Like Words Together Reflections from the deep end of Practice.


Present to Exhaustion

I am waking up with a lot more energy the past few days. I still reach a point during the day or evening where I am suddenly just worn out. Right now I have a pile of skin from some Delicata squash I roasted earlier. We've been enjoying the thin skin of the squash lightly coated in oil then roasted low until it is crispy.

But I had an enormous pile of phone calls today then rushed around getting stuff together to make a great dinner, vacuumed the front rooms & hall, and cleaned up a bit. We met with our insurance agent for the oh-so-boring and "grown-up" task of discussing life insurance. After he left we had the most marvelous dinner (squash casserole, no recipe yet), watched an episode of Big Bang Theory (CK has introduced me to this and we're watching back episodes online). I've cleaned up a bit, CK made chocolate almond biscotti, and I just ran out of steam.

I'm trying to remember that I've apparently had a low-level infection for quite some time. I'm taking enormous doses of antibiotics. I have chronic pain, which tires me too. It isn't unreasonable that I'm prone to running out of energy. Sure it is a great opportunity to practice with the body, with the impatience I feel with it, but I'd honestly like a little break.

It has let me look at the exhaustion I felt during the Grasses, Trees & Great Earth sesshin in August. I suddenly was stopped and some of the exhaustion from the infection was able to express itself. That little crack opened by the actual physical illness I was fighting, present to it without the distractions of work, life, etc. opened me up to feel a deeper exhaustion within me. It was so utterly consuming, I had the sense of never having had enough rest in my whole life.
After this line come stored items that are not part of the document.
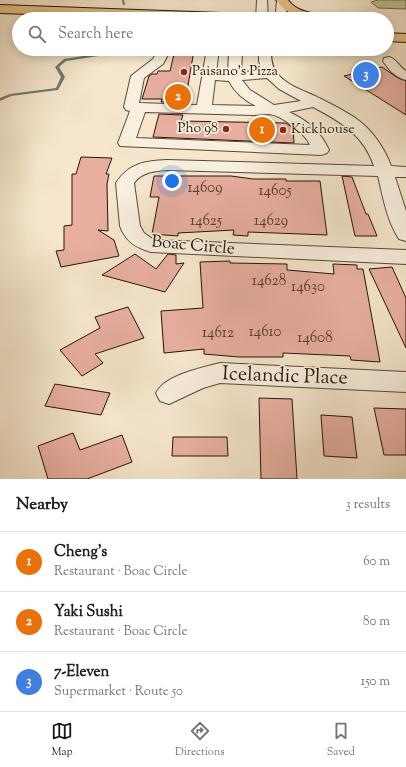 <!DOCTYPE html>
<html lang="en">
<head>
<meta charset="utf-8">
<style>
	:root { --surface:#fff; --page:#f6f6f6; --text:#202124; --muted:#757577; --line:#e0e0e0; --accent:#111827 }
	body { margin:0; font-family:"Sorts Mill Goudy",serif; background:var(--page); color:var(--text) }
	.you { position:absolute; left:172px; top:181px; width:14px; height:14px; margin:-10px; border:3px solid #fff; border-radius:50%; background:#1a73e8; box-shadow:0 0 0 6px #1a73e833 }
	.badge { display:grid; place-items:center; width:26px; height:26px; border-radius:50%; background:var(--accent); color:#fff; font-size:13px; font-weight:700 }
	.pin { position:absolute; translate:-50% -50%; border:2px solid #fff; box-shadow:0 1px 4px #0006 }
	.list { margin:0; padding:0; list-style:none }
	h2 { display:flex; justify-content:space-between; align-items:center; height:52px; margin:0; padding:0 16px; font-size:17px }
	h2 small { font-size:13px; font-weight:400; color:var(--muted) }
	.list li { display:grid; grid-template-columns:26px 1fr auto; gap:12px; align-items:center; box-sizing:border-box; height:60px; padding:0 16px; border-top:1px solid var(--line) }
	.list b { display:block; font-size:15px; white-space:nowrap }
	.list p { margin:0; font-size:13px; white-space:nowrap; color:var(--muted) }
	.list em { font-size:13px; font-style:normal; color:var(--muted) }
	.icon { flex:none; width:22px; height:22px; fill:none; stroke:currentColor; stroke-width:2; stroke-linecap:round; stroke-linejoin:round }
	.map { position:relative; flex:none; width:406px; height:479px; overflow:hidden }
	.search { position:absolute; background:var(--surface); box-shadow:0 2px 10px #0003; left:12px; right:12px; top:12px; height:44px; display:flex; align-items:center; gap:10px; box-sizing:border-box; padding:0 14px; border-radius:22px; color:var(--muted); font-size:15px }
	.sheet { height:232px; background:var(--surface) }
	nav { display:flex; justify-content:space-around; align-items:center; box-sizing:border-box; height:56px; border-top:1px solid var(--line); background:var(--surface); font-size:11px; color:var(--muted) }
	nav a { display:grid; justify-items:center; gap:2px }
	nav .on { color:var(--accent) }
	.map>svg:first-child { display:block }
	.green { fill:#bec496; stroke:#706d4e }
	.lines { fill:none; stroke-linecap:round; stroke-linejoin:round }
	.stream { fill:#6c7c6e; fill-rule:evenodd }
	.building { fill:#e8afa1; stroke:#231606 }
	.minor-casing { stroke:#584a38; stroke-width:2 }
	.highway-casing { stroke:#231606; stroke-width:2 }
	.minor { fill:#f8efde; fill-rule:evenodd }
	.highway { fill:#eac386; fill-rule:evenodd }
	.poi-dot { fill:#8f2418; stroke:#f8efde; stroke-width:1.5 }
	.labels { text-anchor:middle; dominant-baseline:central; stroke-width:3.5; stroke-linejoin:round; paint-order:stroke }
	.far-poi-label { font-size:14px; fill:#231606; stroke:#f8efde; text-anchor:start }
	.number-label { font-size:15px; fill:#543c2d }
	.street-label { font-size:17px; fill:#231606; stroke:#f8efde }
	.near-street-label { font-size:20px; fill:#231606; stroke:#f8efde }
</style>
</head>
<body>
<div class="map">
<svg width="406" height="479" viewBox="0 0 406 479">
	<rect width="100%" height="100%" fill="#f5e6cc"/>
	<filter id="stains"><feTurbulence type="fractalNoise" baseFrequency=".005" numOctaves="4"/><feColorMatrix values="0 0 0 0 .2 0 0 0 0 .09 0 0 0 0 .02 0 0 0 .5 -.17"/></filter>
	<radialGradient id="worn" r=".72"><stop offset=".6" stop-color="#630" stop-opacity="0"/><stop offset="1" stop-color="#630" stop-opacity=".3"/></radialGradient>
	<!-- green -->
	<path class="green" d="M 378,0 L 406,0 L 406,9 L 378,8 L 371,2 Z"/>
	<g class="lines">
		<!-- stream -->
		<path class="stream" d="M 122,0 L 124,0 L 125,5 L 123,5 Z
			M 101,49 L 105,49 L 105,55 L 66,61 L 59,67 L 65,77 L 58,90 L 11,96 L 0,101 L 0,98 L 10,94 L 56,88 L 61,77 L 55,67 L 64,59 L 102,53 Z"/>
	</g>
	<!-- building -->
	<path class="building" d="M 175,50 L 194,50 L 185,103 L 161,102 L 162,99 L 142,99 L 149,76 L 152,74 L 157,74 L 158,71 L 170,71 Z
		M 382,67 L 398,78 L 406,81 L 406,115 L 344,76 Z
		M 159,114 L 183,115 L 181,121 L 286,123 L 293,128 L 294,143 L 153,137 Z
		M 81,157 L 112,158 L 106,174 L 109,174 L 107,184 L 108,231 L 98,230 L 114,240 L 119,256 L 61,267 L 56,251 L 64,250 L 64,226 L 72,225 L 72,174 L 76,174 Z
		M 154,176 L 231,176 L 253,179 L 286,179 L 286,181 L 320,181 L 327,235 L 248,232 L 248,236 L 233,235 L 234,230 L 178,233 L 178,236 L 152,234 L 159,197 L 150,197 Z
		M 342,176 L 352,177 L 366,214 L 368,214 L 377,236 L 355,236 Z
		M 135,254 L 156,269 L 168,254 L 176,255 L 176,264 L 184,263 L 165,292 L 102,275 Z
		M 230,261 L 230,263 L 287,264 L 287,270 L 334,274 L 333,264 L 357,265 L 357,269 L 363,269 L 380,362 L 351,360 L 350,356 L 283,353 L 283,357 L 239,357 L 204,354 L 204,349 L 164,353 L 161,311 L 203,308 L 200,262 Z
		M 392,267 L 406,298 L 406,348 L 369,269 Z
		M 128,307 L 144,338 L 95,354 L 103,363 L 82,376 L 60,350 L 100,328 L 95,317 Z
		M 55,384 L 110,393 L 101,415 L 45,406 Z
		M 259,398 L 292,399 L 297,479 L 261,479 Z
		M 374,408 L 406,409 L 406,455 L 384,455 Z
		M 321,415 L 352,417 L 357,458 L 324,456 Z
		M 73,433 L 80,450 L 122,435 L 132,462 L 87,479 L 48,479 L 38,446 Z
		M 173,437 L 227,437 L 228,456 L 172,456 Z"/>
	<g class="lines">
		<defs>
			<path id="minor" d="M 257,0 L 267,0 L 268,19 L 256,19 Z
				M 277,0 L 287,0 L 286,13 L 284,19 L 272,19 L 276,13 Z
				M 159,49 L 171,49 L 163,64 L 144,78 L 139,103 L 197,105 L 207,49 L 219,49 L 216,72 L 228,73 L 229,53 L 224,52 L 222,49 L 240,49 L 242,54 L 241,72 L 262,71 L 259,61 L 259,49 L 271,49 C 271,56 271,64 275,70 C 283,85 306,91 321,99 C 333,105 347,112 358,120 C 373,131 385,149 391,166 L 406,167 L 406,177 L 395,177 L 406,211 L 406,241 L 399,239 C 387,221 383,197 378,176 L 167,170 C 154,171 142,172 134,183 L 140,226 L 144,233 L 154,240 L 406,250 L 406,264 L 151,252 C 136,248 125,241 120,226 L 116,183 C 129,163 145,161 167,160 L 374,166 C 364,135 340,121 313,107 L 289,112 C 308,121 320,131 329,150 L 327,153 L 321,155 L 120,146 L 118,143 L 130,111 L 126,110 L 124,107 L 131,76 L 153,59 ZM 267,78 L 279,89 L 301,101 L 274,105 L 250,90 L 242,80 ZM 215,80 L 229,81 C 235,93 244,100 256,106 L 212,105 ZM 145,112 L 253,115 C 258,115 264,114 269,114 C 281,115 305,133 310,145 L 136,138 Z
				M 389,57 C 397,59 399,67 406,71 L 406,80 C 395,77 389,70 383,61 L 384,58 Z
				M 220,363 L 406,372 L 406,392 L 220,383 L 203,388 L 169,404 L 160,401 L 156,393 C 165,375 201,368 220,363 Z"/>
			<path id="highway" d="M 276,0 L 288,0 C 298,14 318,14 334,15 L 338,16 L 340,19 C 315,19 292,23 276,0 Z
				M 0,5 L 275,15 L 279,16 L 281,19 L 175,19 L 0,13 Z
				M 387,33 L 406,34 L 406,42 L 387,41 Z"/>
		</defs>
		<!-- minor casing -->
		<use href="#minor" class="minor-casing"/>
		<!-- highway casing -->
		<use href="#highway" class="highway-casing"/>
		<!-- minor -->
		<use href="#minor" class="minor"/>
		<!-- highway -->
		<use href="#highway" class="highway"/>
	</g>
	<!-- markers -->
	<g class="poi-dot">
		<circle cx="184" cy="72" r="4"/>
		<circle cx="226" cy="129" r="4"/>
		<circle cx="283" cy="130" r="4"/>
	</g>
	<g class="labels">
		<!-- far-poi labels -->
		<g class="far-poi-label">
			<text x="192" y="72">Paisano's Pizza</text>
			<text x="218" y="129" text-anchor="end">Pho 98</text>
			<text x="291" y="130">Kickhouse</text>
		</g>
		<!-- number labels -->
		<g class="number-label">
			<text x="205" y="188">14609</text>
			<text x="275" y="191">14605</text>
			<text x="206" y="221">14625</text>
			<text x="271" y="221">14629</text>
			<text x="269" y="281">14628</text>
			<text x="308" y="287">14630</text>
			<text x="265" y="332">14610</text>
			<text x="218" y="333">14612</text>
			<text x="315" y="338">14608</text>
		</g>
		<!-- street labels -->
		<g class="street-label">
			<text transform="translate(193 246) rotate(5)">Boac Circle</text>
		</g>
		<!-- near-street labels -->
		<g class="near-street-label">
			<text transform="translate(285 377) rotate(2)">Icelandic Place</text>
		</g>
	</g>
	<rect width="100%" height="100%" filter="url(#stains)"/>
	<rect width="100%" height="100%" fill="url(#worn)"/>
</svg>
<div class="you"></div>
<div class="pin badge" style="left:262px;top:130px;background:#e8710a">1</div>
<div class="pin badge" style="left:178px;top:97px;background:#e8710a">2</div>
<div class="pin badge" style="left:366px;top:75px;background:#3f7fe0">3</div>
<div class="search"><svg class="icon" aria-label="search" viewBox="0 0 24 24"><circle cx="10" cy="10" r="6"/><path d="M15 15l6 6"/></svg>Search here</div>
</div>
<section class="sheet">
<h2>Nearby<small>3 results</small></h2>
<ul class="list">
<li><span class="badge" style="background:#e8710a">1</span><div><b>Cheng's</b><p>Restaurant · Boac Circle</p></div><em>60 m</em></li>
<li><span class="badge" style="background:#e8710a">2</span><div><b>Yaki Sushi</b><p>Restaurant · Boac Circle</p></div><em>80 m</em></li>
<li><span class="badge" style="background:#3f7fe0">3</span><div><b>7-Eleven</b><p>Supermarket · Route 50</p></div><em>150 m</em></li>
</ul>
</section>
<nav>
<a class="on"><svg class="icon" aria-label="map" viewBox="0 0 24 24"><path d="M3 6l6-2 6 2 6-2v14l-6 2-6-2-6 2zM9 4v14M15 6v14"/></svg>Map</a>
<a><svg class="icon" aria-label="directions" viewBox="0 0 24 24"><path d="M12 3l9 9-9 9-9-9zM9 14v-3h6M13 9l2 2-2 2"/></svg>Directions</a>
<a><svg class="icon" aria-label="saved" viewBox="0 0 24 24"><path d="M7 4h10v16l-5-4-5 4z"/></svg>Saved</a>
</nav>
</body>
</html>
The first time I saw Chozen for sanzen I told her about the exhaustion. Not just a drowsiness of wanting to avoid being present, but a cellular weariness. I said that I was so tired, so warn out that even my Inner Critic wasn't getting much traction on me. It was if a very young version of myself was saying plaintively, "Oh go away. I don't feel good."
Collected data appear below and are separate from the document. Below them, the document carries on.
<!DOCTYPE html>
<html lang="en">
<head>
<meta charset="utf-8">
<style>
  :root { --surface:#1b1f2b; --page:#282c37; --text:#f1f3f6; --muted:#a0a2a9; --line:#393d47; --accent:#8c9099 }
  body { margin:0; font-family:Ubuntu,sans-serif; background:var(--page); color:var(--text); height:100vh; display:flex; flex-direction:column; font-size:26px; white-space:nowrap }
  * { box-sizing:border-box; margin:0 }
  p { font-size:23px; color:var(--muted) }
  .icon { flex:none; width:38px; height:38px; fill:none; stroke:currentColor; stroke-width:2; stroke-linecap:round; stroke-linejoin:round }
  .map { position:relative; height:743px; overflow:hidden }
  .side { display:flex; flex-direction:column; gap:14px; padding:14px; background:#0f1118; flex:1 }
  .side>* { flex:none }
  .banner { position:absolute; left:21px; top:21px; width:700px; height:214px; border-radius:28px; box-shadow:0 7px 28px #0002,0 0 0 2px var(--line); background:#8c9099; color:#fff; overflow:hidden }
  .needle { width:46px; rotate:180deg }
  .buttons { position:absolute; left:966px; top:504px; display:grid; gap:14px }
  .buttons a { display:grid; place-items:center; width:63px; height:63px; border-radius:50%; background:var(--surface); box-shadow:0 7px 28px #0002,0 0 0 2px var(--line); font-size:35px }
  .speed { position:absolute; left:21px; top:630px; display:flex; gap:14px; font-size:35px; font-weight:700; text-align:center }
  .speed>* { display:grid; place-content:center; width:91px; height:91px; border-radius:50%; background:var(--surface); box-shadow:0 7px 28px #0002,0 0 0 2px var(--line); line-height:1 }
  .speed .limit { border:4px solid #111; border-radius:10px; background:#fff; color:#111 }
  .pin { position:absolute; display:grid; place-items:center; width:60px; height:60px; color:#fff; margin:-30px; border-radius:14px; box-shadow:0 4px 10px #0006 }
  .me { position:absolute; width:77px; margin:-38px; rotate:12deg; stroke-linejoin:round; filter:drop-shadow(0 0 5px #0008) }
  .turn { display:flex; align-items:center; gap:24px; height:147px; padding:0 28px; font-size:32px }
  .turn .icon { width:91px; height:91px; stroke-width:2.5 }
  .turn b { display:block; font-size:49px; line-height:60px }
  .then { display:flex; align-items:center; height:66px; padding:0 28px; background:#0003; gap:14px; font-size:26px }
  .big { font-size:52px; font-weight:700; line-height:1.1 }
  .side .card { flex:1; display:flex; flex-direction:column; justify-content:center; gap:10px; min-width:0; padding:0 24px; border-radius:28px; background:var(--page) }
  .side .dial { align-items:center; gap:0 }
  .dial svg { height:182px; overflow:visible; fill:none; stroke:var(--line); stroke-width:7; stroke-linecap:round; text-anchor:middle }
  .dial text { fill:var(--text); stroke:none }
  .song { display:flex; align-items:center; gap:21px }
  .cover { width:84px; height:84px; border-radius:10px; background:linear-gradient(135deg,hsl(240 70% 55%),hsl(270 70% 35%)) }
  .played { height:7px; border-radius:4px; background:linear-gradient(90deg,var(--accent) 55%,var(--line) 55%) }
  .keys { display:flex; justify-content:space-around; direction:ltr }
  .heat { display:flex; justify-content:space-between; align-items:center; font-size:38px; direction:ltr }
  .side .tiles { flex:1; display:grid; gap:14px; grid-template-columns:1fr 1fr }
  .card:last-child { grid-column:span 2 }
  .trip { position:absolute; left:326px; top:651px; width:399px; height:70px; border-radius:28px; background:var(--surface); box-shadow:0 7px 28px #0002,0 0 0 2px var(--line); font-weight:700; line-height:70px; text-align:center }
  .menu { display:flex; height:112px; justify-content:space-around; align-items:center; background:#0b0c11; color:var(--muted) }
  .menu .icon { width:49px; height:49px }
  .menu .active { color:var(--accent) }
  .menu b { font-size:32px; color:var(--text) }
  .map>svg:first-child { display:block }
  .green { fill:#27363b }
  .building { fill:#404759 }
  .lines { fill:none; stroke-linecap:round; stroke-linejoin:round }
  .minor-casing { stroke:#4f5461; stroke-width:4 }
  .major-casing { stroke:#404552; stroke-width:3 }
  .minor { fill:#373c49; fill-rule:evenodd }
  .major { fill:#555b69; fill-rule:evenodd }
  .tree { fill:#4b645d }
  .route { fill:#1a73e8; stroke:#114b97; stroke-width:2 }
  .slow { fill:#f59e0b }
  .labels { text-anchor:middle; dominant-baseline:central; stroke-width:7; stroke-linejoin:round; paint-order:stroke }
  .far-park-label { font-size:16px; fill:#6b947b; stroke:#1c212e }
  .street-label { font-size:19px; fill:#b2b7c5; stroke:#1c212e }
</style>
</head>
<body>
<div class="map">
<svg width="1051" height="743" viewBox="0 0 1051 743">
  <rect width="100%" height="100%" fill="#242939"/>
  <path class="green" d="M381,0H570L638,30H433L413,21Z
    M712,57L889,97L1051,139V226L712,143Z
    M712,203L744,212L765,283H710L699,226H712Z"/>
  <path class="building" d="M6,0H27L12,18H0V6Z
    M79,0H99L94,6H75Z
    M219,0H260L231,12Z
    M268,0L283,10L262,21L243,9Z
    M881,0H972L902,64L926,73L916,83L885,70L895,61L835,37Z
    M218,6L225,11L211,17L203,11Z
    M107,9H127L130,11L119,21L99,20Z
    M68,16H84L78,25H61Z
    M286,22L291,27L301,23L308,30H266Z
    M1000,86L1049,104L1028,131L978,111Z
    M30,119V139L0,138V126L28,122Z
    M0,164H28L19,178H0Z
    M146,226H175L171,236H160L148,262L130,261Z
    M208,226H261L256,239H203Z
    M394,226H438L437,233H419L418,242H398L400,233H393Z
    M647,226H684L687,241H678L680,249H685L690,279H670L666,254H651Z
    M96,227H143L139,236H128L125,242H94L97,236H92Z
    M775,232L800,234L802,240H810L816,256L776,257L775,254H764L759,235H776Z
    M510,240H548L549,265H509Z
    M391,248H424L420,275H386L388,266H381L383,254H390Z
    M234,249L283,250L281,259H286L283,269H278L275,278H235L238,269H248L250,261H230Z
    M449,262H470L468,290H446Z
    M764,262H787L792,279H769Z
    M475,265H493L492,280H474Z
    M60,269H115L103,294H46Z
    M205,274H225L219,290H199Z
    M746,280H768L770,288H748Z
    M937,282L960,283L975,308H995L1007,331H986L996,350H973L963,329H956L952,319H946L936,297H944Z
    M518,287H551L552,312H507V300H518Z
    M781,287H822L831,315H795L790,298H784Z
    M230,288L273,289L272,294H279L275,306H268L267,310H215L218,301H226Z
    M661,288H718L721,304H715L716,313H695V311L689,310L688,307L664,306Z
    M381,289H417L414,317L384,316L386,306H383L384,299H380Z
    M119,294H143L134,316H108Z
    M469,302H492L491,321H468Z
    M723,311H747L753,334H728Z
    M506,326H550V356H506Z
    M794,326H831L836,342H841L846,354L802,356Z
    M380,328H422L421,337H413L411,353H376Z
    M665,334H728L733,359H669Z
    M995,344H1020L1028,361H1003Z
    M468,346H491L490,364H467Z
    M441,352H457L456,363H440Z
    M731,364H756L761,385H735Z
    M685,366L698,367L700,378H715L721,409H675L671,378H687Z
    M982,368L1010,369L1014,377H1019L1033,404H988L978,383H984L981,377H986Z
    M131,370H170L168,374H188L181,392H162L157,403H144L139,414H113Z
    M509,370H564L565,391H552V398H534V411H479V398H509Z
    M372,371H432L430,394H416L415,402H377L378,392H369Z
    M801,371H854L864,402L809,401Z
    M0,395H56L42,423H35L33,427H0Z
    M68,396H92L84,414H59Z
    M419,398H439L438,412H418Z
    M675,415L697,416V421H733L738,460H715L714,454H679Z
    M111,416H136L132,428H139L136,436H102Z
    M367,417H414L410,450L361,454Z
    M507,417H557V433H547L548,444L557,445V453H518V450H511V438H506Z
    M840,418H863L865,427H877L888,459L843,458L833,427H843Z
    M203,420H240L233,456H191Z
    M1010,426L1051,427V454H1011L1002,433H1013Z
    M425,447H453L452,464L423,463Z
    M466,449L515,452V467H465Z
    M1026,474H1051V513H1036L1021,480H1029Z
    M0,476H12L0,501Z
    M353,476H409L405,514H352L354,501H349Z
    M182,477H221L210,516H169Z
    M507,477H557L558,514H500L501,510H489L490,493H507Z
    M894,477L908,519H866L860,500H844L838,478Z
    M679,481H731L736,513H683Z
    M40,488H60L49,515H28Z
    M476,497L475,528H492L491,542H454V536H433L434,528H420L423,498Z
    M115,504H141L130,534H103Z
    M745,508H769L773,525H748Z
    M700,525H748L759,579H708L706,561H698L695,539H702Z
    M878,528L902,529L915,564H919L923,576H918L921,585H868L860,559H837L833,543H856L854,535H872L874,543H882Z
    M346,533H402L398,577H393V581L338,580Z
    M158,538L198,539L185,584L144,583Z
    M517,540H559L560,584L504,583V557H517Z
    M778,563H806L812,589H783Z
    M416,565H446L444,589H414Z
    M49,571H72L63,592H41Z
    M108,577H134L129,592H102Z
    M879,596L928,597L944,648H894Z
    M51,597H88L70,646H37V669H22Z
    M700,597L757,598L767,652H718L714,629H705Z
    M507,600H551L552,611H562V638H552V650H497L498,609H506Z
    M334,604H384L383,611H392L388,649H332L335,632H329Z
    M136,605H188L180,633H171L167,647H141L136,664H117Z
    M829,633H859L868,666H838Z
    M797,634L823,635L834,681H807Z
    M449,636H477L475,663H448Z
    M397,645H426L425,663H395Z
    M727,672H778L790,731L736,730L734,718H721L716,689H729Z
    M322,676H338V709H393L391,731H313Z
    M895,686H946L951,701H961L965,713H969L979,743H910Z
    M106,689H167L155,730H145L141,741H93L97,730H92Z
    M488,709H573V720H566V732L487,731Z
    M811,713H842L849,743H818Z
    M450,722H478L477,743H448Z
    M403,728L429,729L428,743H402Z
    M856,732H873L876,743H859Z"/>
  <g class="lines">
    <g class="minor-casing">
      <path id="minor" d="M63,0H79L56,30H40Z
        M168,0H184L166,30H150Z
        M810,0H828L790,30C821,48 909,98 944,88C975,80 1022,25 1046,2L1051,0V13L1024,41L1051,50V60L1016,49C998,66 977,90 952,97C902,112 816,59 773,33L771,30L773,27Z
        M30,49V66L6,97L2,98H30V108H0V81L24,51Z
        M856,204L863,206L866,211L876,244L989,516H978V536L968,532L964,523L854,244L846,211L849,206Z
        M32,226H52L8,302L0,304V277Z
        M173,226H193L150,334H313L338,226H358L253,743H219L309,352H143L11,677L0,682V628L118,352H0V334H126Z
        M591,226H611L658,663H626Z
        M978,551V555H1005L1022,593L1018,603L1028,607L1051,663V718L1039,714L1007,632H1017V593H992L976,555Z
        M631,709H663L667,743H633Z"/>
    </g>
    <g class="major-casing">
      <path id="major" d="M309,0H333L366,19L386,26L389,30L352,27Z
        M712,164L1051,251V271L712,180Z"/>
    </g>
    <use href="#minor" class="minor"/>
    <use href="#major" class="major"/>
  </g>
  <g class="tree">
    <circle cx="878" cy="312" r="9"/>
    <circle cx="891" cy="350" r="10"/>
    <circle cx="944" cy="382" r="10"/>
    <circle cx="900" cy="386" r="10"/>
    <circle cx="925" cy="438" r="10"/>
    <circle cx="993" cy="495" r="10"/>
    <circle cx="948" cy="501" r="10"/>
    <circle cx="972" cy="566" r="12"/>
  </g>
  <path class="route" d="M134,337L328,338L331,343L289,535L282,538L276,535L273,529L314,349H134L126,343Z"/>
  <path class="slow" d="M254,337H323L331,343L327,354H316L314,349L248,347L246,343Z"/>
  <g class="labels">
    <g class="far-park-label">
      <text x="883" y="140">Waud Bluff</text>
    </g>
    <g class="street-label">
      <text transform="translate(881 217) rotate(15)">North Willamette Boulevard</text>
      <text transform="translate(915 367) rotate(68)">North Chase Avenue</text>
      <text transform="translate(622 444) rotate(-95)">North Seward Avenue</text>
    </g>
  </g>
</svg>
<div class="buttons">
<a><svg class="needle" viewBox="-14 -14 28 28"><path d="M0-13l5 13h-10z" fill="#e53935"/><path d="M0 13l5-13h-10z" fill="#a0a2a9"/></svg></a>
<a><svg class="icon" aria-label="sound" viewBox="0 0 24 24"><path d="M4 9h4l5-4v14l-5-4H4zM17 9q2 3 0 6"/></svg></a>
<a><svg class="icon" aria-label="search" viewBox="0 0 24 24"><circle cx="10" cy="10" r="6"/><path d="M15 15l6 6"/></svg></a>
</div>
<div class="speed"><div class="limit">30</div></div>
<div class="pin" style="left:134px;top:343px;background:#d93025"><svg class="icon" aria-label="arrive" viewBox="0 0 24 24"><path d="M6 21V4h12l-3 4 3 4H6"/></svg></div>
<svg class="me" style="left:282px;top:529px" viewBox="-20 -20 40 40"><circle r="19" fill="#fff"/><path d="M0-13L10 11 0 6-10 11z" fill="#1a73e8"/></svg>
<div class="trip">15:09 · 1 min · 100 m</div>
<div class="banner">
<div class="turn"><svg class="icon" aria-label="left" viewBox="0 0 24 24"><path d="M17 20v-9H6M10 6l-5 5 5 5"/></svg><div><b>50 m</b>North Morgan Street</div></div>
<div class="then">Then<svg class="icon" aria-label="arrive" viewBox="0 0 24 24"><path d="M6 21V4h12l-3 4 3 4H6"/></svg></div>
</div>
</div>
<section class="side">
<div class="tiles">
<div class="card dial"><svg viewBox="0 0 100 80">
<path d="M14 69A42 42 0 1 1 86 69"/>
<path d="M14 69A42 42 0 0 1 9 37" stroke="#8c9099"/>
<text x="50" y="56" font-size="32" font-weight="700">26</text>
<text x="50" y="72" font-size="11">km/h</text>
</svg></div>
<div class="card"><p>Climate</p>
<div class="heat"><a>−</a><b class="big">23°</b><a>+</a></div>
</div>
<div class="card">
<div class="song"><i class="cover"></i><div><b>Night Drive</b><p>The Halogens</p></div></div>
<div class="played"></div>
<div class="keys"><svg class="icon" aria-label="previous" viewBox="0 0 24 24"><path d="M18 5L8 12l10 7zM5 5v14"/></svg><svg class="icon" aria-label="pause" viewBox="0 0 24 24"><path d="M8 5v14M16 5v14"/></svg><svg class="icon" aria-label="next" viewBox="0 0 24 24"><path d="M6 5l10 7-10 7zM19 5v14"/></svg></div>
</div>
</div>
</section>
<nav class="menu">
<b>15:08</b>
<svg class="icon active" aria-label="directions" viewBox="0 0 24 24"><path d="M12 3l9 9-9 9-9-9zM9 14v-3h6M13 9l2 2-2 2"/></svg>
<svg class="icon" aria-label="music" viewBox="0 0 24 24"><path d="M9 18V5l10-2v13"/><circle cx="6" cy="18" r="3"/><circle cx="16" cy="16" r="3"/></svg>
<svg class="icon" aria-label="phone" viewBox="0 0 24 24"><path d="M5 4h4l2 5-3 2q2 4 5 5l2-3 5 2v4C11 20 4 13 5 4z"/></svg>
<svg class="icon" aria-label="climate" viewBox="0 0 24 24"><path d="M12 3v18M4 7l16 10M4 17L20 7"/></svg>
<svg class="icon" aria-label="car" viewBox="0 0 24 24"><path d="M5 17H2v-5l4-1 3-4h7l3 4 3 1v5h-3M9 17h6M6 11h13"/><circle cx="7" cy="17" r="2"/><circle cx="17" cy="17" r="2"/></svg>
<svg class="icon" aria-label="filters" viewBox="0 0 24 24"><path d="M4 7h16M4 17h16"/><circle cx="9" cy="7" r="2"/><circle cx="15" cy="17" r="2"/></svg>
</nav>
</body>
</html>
She told me to do the most restful practice I could. It was unusual to have even my Inner Critic silenced by anything at all. I would find myself sliding in and out of a very heightened awareness of the sound of the rain. I'd be watching it fall, hearing the different sounds of it as the water connected back to the earth, and drift off to a very light sleep. When I'd open my eyes it would feel as though I was blinking very slowly. The whole world seemed to move slowly.

The whole of the sesshin I was in a present, slow state of alertness and sleep. During every break I'd crawl into my bed, under the blankets and fall immediately to sleep until the bell rang. At night, when sitting ended, I'd take a hot shower to loosen up my back & hips, crawl into bed again and fall asleep. I experienced very little insomnia, for me. This is significant since I actually cannot recall not having insomnia.

During zazen I might drift off, but not know it. It would only have that lazy, strange sensation as if I'd just blinked very slowly. My Inner Critic never grew loud during these times, never berated me for my bad practice. I just let myself be present to the exhaustion I felt.

I felt rested by the time I left. Slow moving still, but not as brittle & bright feeling as I'd felt leaving the Loving-Kindness sesshin in April. I felt profoundly grateful at the end of our last early morning zazen.

I'm trying to be mindful of how judging I can be of my energy level away from the container of sesshin practice. How quick I am to either bemoan my lack of energy or prod myself to get just one more chore done. How unwilling I am to just be present to the sensation of being tired, the sensation of the body needing rest to heal.